Your objective> Everything in the entries except the pictures should be copied exactly.

Given entries>

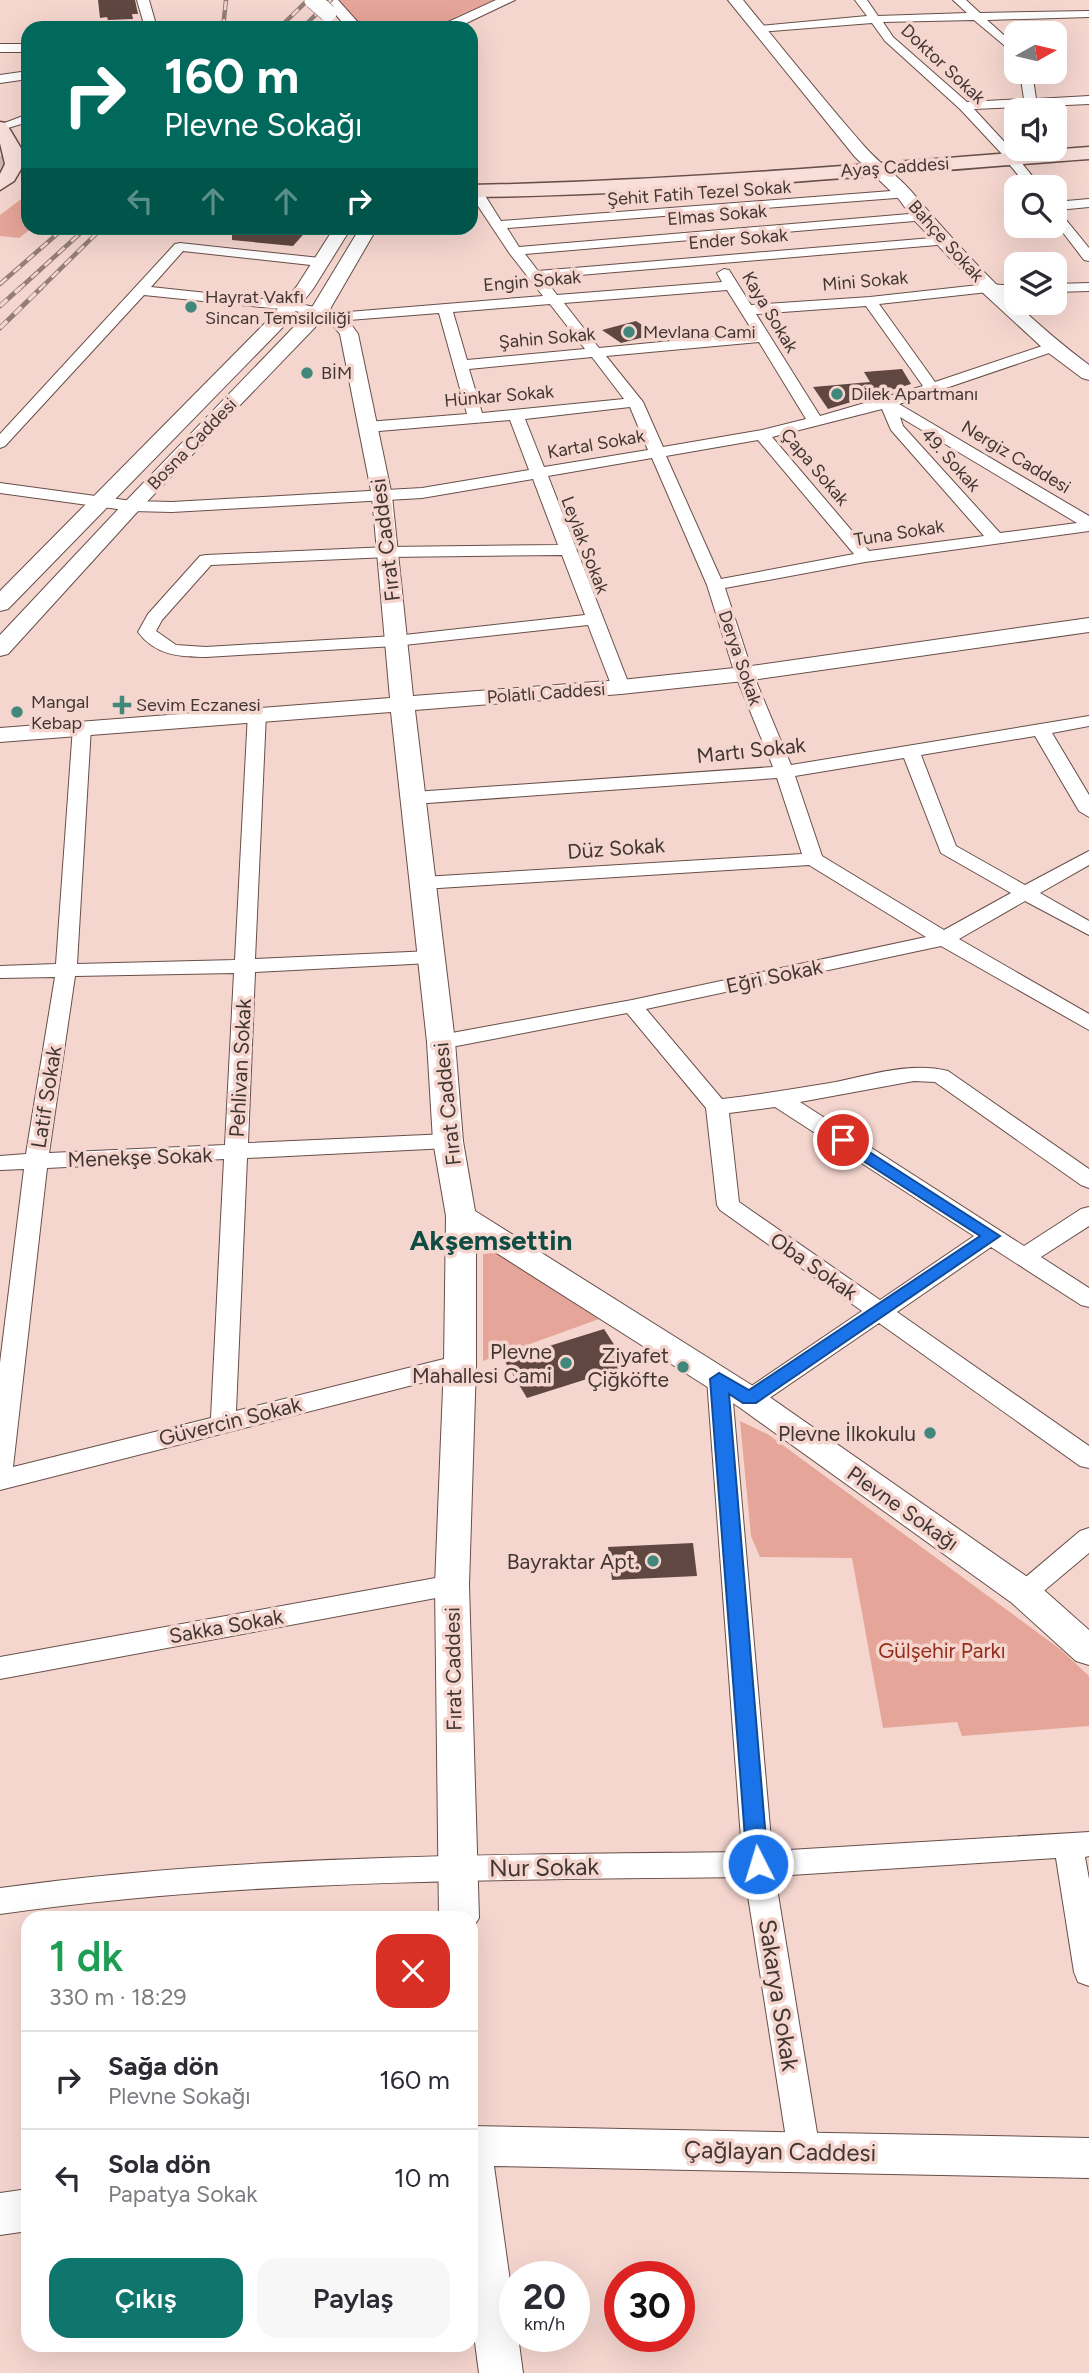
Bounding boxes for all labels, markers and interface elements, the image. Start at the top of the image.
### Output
street label: Doktor Sokak [896,19,990,109]
north arrow [1004,21,1068,84]
map controls [1004,21,1067,315]
text: 160 m [164,46,299,105]
icon: right [49,49,140,140]
button: sound [1004,98,1067,161]
text: Plevne Sokağı [164,106,362,144]
street label: Ayaş Caddesi [840,152,950,182]
button: search [1004,175,1067,238]
street label: Şehit Fatih Tezel Sokak [606,176,792,210]
icon: left [121,182,159,220]
icon: ahead [194,182,232,220]
icon: ahead [267,182,305,220]
icon: right [340,182,378,220]
street label: Bahçe Sokak [904,196,989,287]
street label: Elmas Sokak [666,200,768,230]
street label: Ender Sokak [687,224,789,254]
button: layers [1004,252,1067,315]
street label: Engin Sokak [482,266,582,296]
street label: Mini Sokak [821,266,909,296]
street label: Kaya Sokak [737,267,803,357]
place label: Hayrat Vakfı Sincan Temsilciliği [205,286,351,329]
marker: Hayrat Vakfı Sincan Temsilciliği [183,299,199,315]
place label: Mevlana Cami [643,321,756,343]
street label: Şahin Sokak [498,323,596,353]
marker: Mevlana Cami [621,324,637,340]
place label: BİM [321,362,352,384]
marker: BİM [299,365,315,381]
street label: Hünkar Sokak [443,380,555,412]
place label: Dilek Apartmanı [851,383,978,405]
marker: Dilek Apartmanı [829,386,845,402]
street label: Bosna Caddesi [143,394,241,494]
street label: Nergiz Caddesi [957,416,1075,498]
street label: Çapa Sokak [776,424,854,510]
street label: 49. Sokak [917,424,985,496]
street label: Kartal Sokak [546,425,647,463]
street label: Fırat Caddesi [365,477,405,603]
street label: Leylak Sokak [556,493,614,597]
street label: Tuna Sokak [852,515,946,551]
street label: Derya Sokak [713,608,767,709]
street label: Polatlı Caddesi [486,678,606,708]
place label: Mangal Kebap [31,691,89,734]
place label: Sevim Eczanesi [136,694,261,716]
marker: Sevim Eczanesi [114,697,130,713]
marker: Mangal Kebap [9,704,25,720]
street label: Martı Sokak [695,732,808,768]
street label: Düz Sokak [566,832,666,864]
street label: Eğri Sokak [724,953,825,998]
street label: Pehlivan Sokak [224,997,256,1138]
street label: Fırat Caddesi [428,1041,466,1167]
street label: Latif Sokak [26,1043,67,1150]
pin [813,1110,873,1170]
icon: arrive [824,1121,862,1159]
street label: Menekşe Sokak [67,1142,214,1172]
district label: Akşemsettin [410,1223,572,1257]
street label: Oba Sokak [766,1227,863,1306]
place label: Plevne Mahallesi Cami [412,1339,552,1388]
place label: Ziyafet Çiğköfte [587,1343,669,1392]
marker: Plevne Mahallesi Cami [558,1355,574,1371]
marker: Ziyafet Çiğköfte [675,1359,691,1375]
street label: Güvercin Sokak [156,1391,305,1451]
place label: Plevne İlkokulu [778,1421,916,1446]
marker: Plevne İlkokulu [922,1425,938,1441]
street label: Plevne Sokağı [843,1460,963,1556]
place label: Bayraktar Apt. [507,1549,639,1574]
marker: Bayraktar Apt. [645,1553,661,1569]
street label: Sakka Sokak [167,1604,286,1648]
street label: Fırat Caddesi [439,1607,467,1731]
park label: Gülşehir Parkı [878,1638,1006,1663]
position arrow [721,1827,795,1901]
street label: Nur Sokak [489,1852,600,1882]
street label: Sakarya Sokak [753,1917,805,2073]
text: 1 dk [49,1931,123,1982]
button: close [376,1934,450,2008]
text: 330 m · 18:29 [49,1983,187,2011]
text: Sağa dön [108,2050,219,2082]
icon: right [49,2061,87,2099]
text: 160 m [379,2064,450,2096]
text: Plevne Sokağı [108,2082,251,2110]
street label: Çağlayan Caddesi [684,2135,876,2167]
text: Sola dön [108,2148,211,2180]
icon: left [49,2159,87,2197]
text: 10 m [394,2162,450,2194]
text: Papatya Sokak [108,2180,257,2208]
button: Çıkış [49,2258,243,2338]
button: Paylaş [257,2258,450,2338]
speed limit sign: 30 [604,2261,695,2352]
text: 20 [523,2276,566,2318]
text: km/h [524,2313,565,2335]

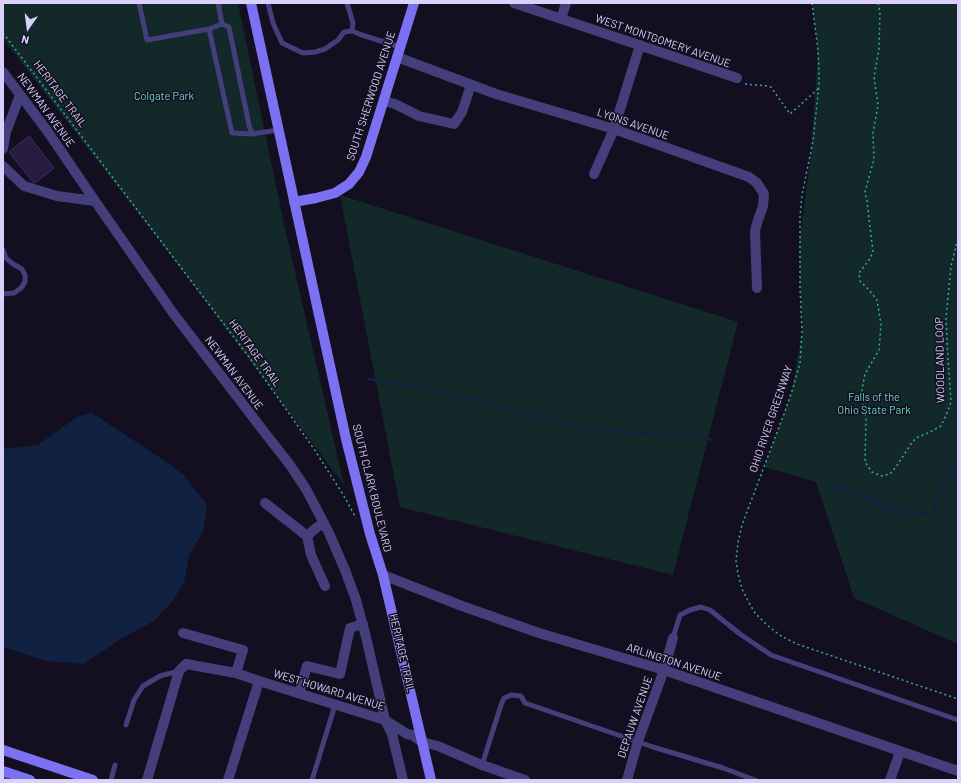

Solution to the problem>
Bounding boxes for all labels, markers and interface elements, the image. Start at the top of the image.
### Output
street label: Doktor Sokak [896,19,990,109]
north arrow [1004,21,1068,84]
map controls [1004,21,1067,315]
text: 160 m [164,46,299,105]
icon: right [49,49,140,140]
button: sound [1004,98,1067,161]
text: Plevne Sokağı [164,106,362,144]
street label: Ayaş Caddesi [840,152,950,182]
button: search [1004,175,1067,238]
street label: Şehit Fatih Tezel Sokak [606,176,792,210]
icon: left [121,182,159,220]
icon: ahead [194,182,232,220]
icon: ahead [267,182,305,220]
icon: right [340,182,378,220]
street label: Bahçe Sokak [904,196,989,287]
street label: Elmas Sokak [666,200,768,230]
street label: Ender Sokak [687,224,789,254]
button: layers [1004,252,1067,315]
street label: Engin Sokak [482,266,582,296]
street label: Mini Sokak [821,266,909,296]
street label: Kaya Sokak [737,267,803,357]
place label: Hayrat Vakfı Sincan Temsilciliği [205,286,351,329]
marker: Hayrat Vakfı Sincan Temsilciliği [183,299,199,315]
place label: Mevlana Cami [643,321,756,343]
street label: Şahin Sokak [498,323,596,353]
marker: Mevlana Cami [621,324,637,340]
place label: BİM [321,362,352,384]
marker: BİM [299,365,315,381]
street label: Hünkar Sokak [443,380,555,412]
place label: Dilek Apartmanı [851,383,978,405]
marker: Dilek Apartmanı [829,386,845,402]
street label: Bosna Caddesi [143,394,241,494]
street label: Nergiz Caddesi [957,416,1075,498]
street label: Çapa Sokak [776,424,854,510]
street label: 49. Sokak [917,424,985,496]
street label: Kartal Sokak [546,425,647,463]
street label: Fırat Caddesi [365,477,405,603]
street label: Leylak Sokak [556,493,614,597]
street label: Tuna Sokak [852,515,946,551]
street label: Derya Sokak [713,608,767,709]
street label: Polatlı Caddesi [486,678,606,708]
place label: Mangal Kebap [31,691,89,734]
place label: Sevim Eczanesi [136,694,261,716]
marker: Sevim Eczanesi [114,697,130,713]
marker: Mangal Kebap [9,704,25,720]
street label: Martı Sokak [695,732,808,768]
street label: Düz Sokak [566,832,666,864]
street label: Eğri Sokak [724,953,825,998]
street label: Pehlivan Sokak [224,997,256,1138]
street label: Fırat Caddesi [428,1041,466,1167]
street label: Latif Sokak [26,1043,67,1150]
pin [813,1110,873,1170]
icon: arrive [824,1121,862,1159]
street label: Menekşe Sokak [67,1142,214,1172]
district label: Akşemsettin [410,1223,572,1257]
street label: Oba Sokak [766,1227,863,1306]
place label: Plevne Mahallesi Cami [412,1339,552,1388]
place label: Ziyafet Çiğköfte [587,1343,669,1392]
marker: Plevne Mahallesi Cami [558,1355,574,1371]
marker: Ziyafet Çiğköfte [675,1359,691,1375]
street label: Güvercin Sokak [156,1391,305,1451]
place label: Plevne İlkokulu [778,1421,916,1446]
marker: Plevne İlkokulu [922,1425,938,1441]
street label: Plevne Sokağı [843,1460,963,1556]
place label: Bayraktar Apt. [507,1549,639,1574]
marker: Bayraktar Apt. [645,1553,661,1569]
street label: Sakka Sokak [167,1604,286,1648]
street label: Fırat Caddesi [439,1607,467,1731]
park label: Gülşehir Parkı [878,1638,1006,1663]
position arrow [721,1827,795,1901]
street label: Nur Sokak [489,1852,600,1882]
street label: Sakarya Sokak [753,1917,805,2073]
text: 1 dk [49,1931,123,1982]
button: close [376,1934,450,2008]
text: 330 m · 18:29 [49,1983,187,2011]
text: Sağa dön [108,2050,219,2082]
icon: right [49,2061,87,2099]
text: 160 m [379,2064,450,2096]
text: Plevne Sokağı [108,2082,251,2110]
street label: Çağlayan Caddesi [684,2135,876,2167]
text: Sola dön [108,2148,211,2180]
icon: left [49,2159,87,2197]
text: 10 m [394,2162,450,2194]
text: Papatya Sokak [108,2180,257,2208]
button: Çıkış [49,2258,243,2338]
button: Paylaş [257,2258,450,2338]
speed limit sign: 30 [604,2261,695,2352]
text: 20 [523,2276,566,2318]
text: km/h [524,2313,565,2335]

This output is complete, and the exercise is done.